Das ist allerdings nur die eine Seite der Geschichte. Die andere Seite ist, dass Ihre Auffassung ebenfalls so ziemlich allen Aspekten der freiheitlich-westlichen Zivilisation, dass es mir schwer fällt zu glauben, ein generelles Verbot für die Burka sei verfassungsgemäß und vereinbar mit unseren Werten.
Auch wenn das Tragen einer Burka für die Mehrheit der Bürger unverständlich oder inakzeptabel ist, hat der Staat kein Recht ein generelles Verbot der Burka gegen den Willen der Frauen durchzusetzen. Wenn es menschenunwürdig ist (was es auch ist), Frauen gegen ihren Willen in die Burka zu zwingen, ist es ebenfalls menschenunwürdig, Frauen gegen ihren Willen die Burka zu verbieten.

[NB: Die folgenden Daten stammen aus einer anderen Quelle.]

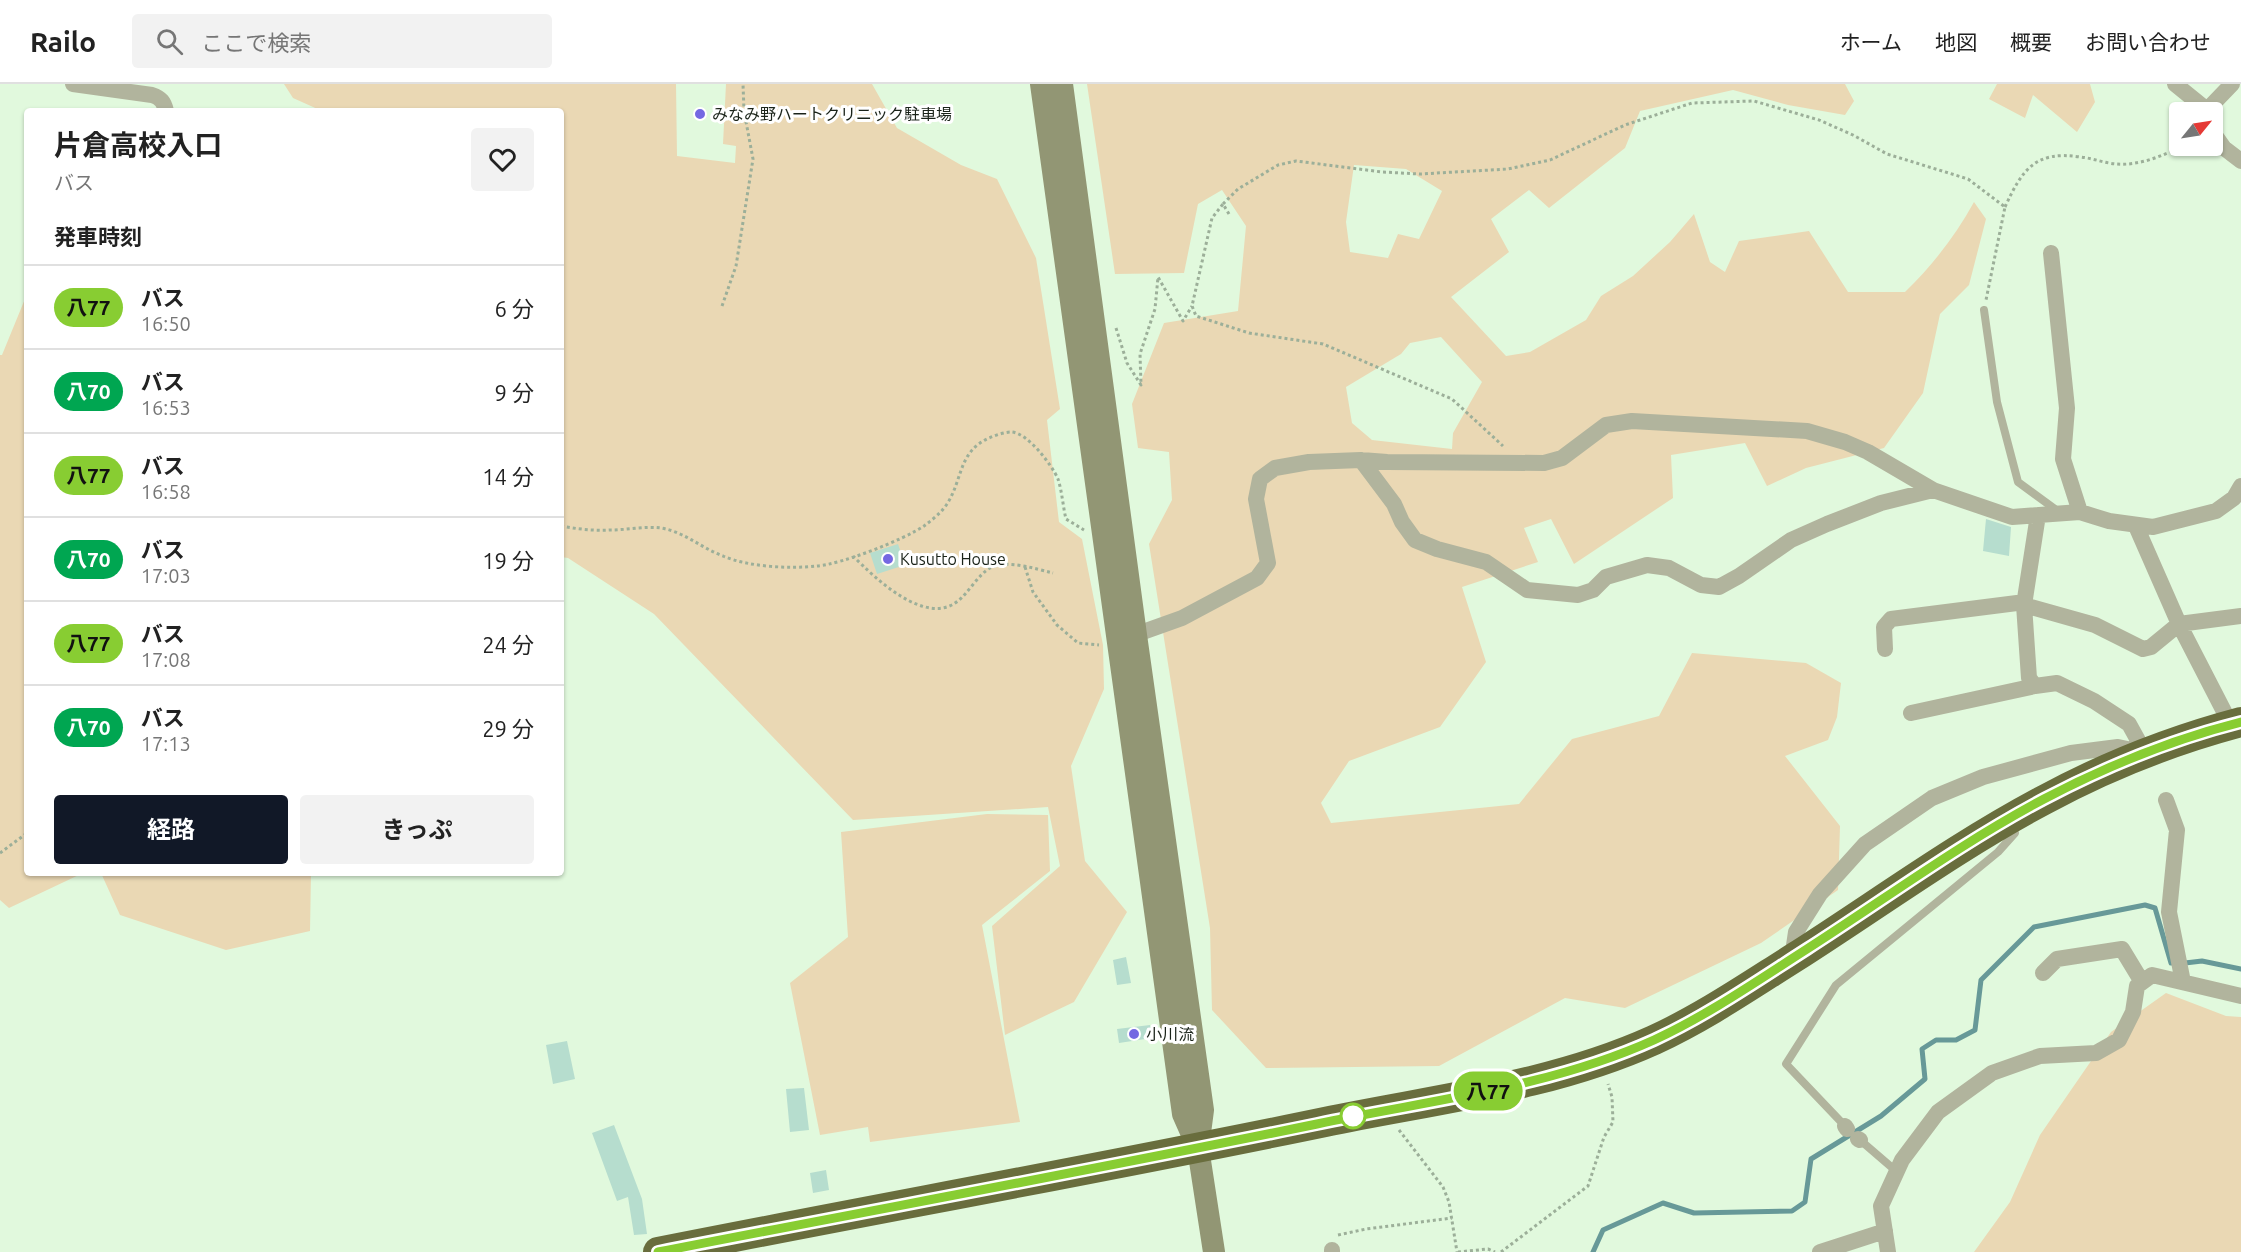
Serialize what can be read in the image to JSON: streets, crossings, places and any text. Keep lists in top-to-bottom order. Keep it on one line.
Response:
{"places":["みなみ野ハートクリニック駐車場","Kusutto House","小川流"],"lines":["bus line 八77"],"north":"top right","page":{"header":"Railo","search":"ここで検索","nav":["ホーム","地図","概要","お問い合わせ"],"on_map":"八77","heading":[["片倉高校入口","バス"],"発車時刻"],"list":[{"mark":"八77","name":"バス","note":"16:50","value":"6 分"},{"mark":"八70","name":"バス","note":"16:53","value":"9 分"},{"mark":"八77","name":"バス","note":"16:58","value":"14 分"},{"mark":"八70","name":"バス","note":"17:03","value":"19 分"},{"mark":"八77","name":"バス","note":"17:08","value":"24 分"},{"mark":"八70","name":"バス","note":"17:13","value":"29 分"}],"buttons":["経路","きっぷ"]}}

Das bedeutet nicht, dass die Burka überall getragen werden kann. Das bedeutet nur, dass die Burka nicht generell verboten werden kann. Doch dort wo die Burka im Einzelfall verboten werden soll, findet eine Einschränkung von Grundrechten statt, die nur dann gewährt werden darf, wenn Grundrechte Dritter oder anderen Verfassungsgütern geschützt werden müssen. Die Hürde Grundrechte einzuschränken ist also sehr hoch und die Uni-Gießen konnte beispielsweise mit ihrer Argumentation diese hohe Hürde nicht überwinden. Die Grundrechte schützen gerade auch die Außenseiter und die Sektierer. Das steht in der Tradition der Toleranz, der Aufklärung und auch der freiheitlich-westlichen Zivilisation.
Vermutlich wegen dieser beiden Seiten der Medaille diskutieren wir.
Korrekt heißt es: Das ist allerdings nur die eine Seite der Geschichte. Die andere Seite ist, dass Ihre Auffassung ebenfalls so ziemlich allen Aspekten der freiheitlich-westlichen Zivilisation *widerspricht*, …
@Sanjay Patel
Es stimmt natürlich, in der universitären Praxis ist nonverbale Kommuninikation oftmals gar nicht möglich.
Es bleibt die Kernfrage: Darf eine Hochschulleitung die Einhaltung einer bestimmten verlangen?
Ich meine, innerhalb enger Grenzen, ja.
So mag das Tragen einer Clowns-Maske an einem Rosenmontag in einer rheinischen Uni noch sozial adäquat sein, an den übrigen Tagen des Jahres ist es das sicher nicht.
Die Einhaltung bestimmter Minimalstandarts im sozialen Umgang liegen
in der Regelungsbefugnis einer Anstalt des Öffentlichen Rechts, die eine Universtät ist.
Natürlich wrd dadurch etwa in das Recht auf freie Selbstentfaltung eingegriffen.
Doch das macht auch jeder Sportverein durch seine Vereinsordnung.
Entscheident ist, ob dieser Eingriff so tiefgehend ist, das er eine substantielle Grundrechtsverletzung darstellt.
Das gilt es abzuwägen.
Diese schrägen, völlig verfehlten Nudisten-Vergleiche zeigen nur, dass manche verbohrten Leute einfach verkrampft nach Verboten suchen. Inwiefern ist denn bitte Exhibitionismus mit einer Burka o.ä. vergleichbar? Es ist das glatte Gegenteil einer Burka, die die Würde der Frau ausdrückt. Der verwerfliche Exhibitionismus ist zu Recht nach § 183 StGB strafbar; mir wäre nicht bekannt, dass auch „zu-viel-angezogen-sein“ strafwürdiges Unrecht wäre.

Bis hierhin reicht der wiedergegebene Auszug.